Although cryptococcemia itself may have contributed to the fatal outcome, we believe that the delay in diagnosis and improper treatment were the main contributing factors in our study. Patients who were first diagnosed by blood cultures had mild and neglected symptoms of meningitis, which may have led to the delayed diagnosis. These patients also had less access to effective antifungal treatment, which caused a poor outcome. However, patients with cryptococcal meningitis presented with more serious clinical symptoms than those with cryptococcemia. This situation might have caused vigilance and attention by doctors for these patients, and therefore, more active treatment was performed. Consequently, the clinical prognosis of patients with cryptococcal meningitis was relatively good.

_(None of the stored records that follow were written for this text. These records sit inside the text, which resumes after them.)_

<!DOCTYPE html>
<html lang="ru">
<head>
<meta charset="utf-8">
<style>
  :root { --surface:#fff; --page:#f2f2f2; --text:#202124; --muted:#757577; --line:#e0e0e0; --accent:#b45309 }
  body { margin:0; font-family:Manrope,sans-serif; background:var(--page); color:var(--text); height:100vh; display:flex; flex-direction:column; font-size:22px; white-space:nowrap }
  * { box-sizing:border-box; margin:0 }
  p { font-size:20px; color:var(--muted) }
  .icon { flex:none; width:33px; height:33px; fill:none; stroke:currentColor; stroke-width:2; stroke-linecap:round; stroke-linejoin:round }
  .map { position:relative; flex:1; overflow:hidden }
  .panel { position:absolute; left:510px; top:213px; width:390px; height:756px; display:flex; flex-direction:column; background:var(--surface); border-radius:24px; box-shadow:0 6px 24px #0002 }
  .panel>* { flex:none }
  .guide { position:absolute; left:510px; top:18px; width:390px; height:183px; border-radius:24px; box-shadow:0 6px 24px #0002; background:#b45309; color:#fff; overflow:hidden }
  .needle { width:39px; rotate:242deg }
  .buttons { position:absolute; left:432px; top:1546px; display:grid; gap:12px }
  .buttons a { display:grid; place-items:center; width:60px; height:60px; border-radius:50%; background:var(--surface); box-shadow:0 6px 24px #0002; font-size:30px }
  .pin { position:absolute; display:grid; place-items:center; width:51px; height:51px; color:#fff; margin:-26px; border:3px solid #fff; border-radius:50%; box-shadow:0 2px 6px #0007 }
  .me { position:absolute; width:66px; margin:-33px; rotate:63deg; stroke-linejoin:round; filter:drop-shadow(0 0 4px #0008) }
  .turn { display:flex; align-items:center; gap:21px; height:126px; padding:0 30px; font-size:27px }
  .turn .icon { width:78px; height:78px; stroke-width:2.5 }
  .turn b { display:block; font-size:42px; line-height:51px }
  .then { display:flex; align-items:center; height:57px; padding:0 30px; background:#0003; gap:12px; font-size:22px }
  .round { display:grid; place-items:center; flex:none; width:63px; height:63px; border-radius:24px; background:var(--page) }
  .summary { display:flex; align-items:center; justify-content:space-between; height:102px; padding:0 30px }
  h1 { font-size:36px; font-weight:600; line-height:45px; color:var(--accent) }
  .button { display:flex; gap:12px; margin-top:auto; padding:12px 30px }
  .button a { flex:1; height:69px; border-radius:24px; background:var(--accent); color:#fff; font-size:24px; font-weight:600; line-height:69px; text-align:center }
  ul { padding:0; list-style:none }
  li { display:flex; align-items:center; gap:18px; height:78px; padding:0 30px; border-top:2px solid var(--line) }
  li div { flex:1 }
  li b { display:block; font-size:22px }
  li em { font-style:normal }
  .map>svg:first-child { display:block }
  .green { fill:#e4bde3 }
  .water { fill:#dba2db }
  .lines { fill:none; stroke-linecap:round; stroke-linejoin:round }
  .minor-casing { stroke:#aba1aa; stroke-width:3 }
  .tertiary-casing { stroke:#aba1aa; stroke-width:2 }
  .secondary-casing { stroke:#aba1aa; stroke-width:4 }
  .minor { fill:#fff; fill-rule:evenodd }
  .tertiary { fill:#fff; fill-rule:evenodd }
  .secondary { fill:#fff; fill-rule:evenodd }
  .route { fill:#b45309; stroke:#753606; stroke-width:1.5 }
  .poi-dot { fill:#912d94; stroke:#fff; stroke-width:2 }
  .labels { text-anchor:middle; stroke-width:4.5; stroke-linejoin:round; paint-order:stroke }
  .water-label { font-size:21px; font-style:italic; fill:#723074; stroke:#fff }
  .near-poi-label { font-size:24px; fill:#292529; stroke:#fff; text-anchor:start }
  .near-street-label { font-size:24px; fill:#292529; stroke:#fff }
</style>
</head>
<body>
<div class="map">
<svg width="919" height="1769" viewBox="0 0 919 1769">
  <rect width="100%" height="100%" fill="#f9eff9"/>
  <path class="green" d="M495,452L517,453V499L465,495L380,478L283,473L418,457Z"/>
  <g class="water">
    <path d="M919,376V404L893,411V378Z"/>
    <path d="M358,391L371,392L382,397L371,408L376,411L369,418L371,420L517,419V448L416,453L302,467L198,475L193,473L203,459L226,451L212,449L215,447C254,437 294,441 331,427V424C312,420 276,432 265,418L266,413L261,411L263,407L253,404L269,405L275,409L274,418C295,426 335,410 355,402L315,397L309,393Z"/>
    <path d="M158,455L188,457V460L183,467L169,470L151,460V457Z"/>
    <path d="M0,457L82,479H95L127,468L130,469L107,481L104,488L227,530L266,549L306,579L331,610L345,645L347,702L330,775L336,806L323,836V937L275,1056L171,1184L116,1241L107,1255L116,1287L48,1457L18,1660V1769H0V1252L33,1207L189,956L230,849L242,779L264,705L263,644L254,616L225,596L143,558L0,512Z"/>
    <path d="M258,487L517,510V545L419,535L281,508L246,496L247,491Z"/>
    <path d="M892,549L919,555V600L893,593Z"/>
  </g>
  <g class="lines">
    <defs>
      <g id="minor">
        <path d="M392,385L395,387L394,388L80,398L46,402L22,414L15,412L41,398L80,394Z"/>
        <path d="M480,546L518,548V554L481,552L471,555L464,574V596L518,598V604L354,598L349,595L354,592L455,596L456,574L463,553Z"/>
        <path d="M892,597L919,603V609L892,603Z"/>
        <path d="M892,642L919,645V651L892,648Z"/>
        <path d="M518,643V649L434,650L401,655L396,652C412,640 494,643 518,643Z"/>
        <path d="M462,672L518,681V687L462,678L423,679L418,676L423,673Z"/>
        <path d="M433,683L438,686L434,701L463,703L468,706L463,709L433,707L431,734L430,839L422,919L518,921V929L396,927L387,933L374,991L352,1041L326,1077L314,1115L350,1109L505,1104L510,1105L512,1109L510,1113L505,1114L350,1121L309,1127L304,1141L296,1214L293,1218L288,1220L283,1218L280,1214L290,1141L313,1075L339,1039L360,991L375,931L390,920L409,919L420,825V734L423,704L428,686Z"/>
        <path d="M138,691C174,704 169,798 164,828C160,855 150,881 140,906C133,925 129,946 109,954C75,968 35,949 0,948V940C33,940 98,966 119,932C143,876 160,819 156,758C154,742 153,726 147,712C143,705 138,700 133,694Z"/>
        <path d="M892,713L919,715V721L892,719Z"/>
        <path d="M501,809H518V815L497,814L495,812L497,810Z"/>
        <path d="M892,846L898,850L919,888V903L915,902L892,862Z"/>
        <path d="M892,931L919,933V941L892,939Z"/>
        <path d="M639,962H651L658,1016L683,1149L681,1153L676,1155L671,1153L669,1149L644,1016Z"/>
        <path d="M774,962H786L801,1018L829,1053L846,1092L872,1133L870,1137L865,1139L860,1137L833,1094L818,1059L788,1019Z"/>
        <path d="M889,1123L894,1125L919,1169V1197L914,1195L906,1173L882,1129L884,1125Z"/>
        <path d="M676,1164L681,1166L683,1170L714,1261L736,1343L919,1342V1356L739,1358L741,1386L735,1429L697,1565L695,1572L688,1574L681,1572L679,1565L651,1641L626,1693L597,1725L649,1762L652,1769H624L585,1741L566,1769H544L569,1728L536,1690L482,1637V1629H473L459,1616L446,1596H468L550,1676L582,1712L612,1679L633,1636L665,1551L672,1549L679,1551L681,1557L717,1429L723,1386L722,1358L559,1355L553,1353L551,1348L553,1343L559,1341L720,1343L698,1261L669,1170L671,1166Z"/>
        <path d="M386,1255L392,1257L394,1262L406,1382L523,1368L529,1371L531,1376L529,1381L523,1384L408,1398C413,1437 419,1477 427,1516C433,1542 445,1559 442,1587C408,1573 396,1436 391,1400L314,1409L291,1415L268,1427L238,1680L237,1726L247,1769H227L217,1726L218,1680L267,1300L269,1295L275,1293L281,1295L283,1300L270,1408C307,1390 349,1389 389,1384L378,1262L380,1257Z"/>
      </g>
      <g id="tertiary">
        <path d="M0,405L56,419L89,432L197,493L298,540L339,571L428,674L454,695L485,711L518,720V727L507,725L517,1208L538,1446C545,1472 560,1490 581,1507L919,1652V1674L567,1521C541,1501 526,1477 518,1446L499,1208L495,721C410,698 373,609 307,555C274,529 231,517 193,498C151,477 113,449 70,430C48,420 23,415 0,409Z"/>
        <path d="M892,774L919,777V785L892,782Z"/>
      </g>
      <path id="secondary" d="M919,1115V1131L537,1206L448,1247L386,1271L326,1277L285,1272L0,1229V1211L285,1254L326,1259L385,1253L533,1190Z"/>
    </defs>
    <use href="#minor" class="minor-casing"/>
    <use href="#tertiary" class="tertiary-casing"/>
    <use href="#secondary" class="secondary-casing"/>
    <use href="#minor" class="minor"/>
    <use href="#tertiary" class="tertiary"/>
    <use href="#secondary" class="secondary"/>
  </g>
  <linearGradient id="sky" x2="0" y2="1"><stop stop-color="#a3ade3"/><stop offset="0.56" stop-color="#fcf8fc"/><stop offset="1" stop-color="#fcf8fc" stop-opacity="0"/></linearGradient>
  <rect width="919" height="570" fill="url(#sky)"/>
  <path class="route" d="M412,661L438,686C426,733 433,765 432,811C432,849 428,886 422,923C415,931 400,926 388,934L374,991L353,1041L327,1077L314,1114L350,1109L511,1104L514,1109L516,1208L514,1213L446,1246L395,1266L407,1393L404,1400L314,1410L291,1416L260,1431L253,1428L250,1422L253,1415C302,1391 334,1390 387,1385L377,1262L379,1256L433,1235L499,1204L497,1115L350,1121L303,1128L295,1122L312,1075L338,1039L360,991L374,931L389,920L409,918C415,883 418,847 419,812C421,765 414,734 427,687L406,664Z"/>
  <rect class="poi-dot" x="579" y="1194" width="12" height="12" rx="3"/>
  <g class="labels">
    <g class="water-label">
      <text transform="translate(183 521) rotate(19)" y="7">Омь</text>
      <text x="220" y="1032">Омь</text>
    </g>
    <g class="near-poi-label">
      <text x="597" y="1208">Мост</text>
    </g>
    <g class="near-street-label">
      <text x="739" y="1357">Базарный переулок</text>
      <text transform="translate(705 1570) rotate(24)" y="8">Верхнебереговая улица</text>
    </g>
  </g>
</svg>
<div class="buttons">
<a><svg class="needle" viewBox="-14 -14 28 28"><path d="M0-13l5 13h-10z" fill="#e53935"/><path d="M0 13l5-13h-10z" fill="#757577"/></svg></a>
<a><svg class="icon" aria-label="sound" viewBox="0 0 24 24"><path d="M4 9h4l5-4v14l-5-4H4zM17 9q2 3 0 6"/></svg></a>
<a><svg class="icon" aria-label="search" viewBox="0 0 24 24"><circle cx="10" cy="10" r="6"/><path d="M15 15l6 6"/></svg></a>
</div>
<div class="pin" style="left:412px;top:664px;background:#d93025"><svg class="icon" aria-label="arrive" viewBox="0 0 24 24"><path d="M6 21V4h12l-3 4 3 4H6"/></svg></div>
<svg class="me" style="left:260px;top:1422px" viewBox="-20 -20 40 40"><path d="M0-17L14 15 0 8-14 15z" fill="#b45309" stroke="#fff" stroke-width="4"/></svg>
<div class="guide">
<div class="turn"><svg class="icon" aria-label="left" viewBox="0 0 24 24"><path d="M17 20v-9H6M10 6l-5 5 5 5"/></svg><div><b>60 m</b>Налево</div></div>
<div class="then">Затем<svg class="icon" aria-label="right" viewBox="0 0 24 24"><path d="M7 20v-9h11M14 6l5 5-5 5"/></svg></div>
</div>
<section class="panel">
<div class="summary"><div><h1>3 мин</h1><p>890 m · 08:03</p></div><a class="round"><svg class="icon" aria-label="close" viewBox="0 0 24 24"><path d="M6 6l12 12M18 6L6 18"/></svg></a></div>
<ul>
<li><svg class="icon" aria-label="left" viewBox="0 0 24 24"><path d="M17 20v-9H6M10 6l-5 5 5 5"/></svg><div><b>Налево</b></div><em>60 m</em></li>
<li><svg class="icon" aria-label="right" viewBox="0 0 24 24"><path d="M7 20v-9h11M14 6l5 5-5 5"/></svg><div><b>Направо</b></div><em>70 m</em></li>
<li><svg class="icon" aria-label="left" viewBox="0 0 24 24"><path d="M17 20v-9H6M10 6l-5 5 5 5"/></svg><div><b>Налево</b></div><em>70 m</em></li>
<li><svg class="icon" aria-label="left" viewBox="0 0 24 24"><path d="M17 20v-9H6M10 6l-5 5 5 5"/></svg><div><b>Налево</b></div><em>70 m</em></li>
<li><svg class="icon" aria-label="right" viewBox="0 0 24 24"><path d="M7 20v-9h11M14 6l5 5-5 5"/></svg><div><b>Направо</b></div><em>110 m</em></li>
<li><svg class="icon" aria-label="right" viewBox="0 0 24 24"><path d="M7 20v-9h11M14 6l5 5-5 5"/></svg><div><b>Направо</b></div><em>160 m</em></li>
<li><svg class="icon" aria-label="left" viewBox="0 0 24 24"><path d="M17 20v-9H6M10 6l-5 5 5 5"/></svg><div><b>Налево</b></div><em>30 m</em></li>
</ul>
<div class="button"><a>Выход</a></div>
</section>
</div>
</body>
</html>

Our findings suggest the need to identify this rare infectious disease and its clinical presentations at an early stage, especially in immunocompromised patients. These results further highlight the importance of prompt aggressive interventions in improving the outcome of cryptococcemia. However, our study has several limitations. Although we collected 10-year data of cryptococcemia in the PLAGH, the sample size of this study was small because of the low incidence of cryptococcemia. Another limitation is the lack of use of latex agglutination and the lateral flow assay for determination of cryptococcal polysaccharide capsular antigen. Furthermore, the antifungal susceptibility of Cryptococcus may vary among different hospitals, especially those in different regions. Therefore, prospective studies involving a larger sample size and more hospitals are required in the future to provide more information about cryptococcemia.
Conclusion
This study identified the prevalence of C. neoformans var. grubii causing cryptococcemia in Peking, North China. This rare infection usually occurs in immunocompromised patients and is characterized by a high mortality rate. The diagnosis of cryptococcemia should be considered early in these patients, especially with a fever of unknown origin. A cryptococcal polysaccharide capsular antigen test should be more commonly used in these patients presenting with a fever of unknown origin. Insightful, effective, anti-cryptococcal therapy is crucial for the prognosis of patients with cryptococcemia.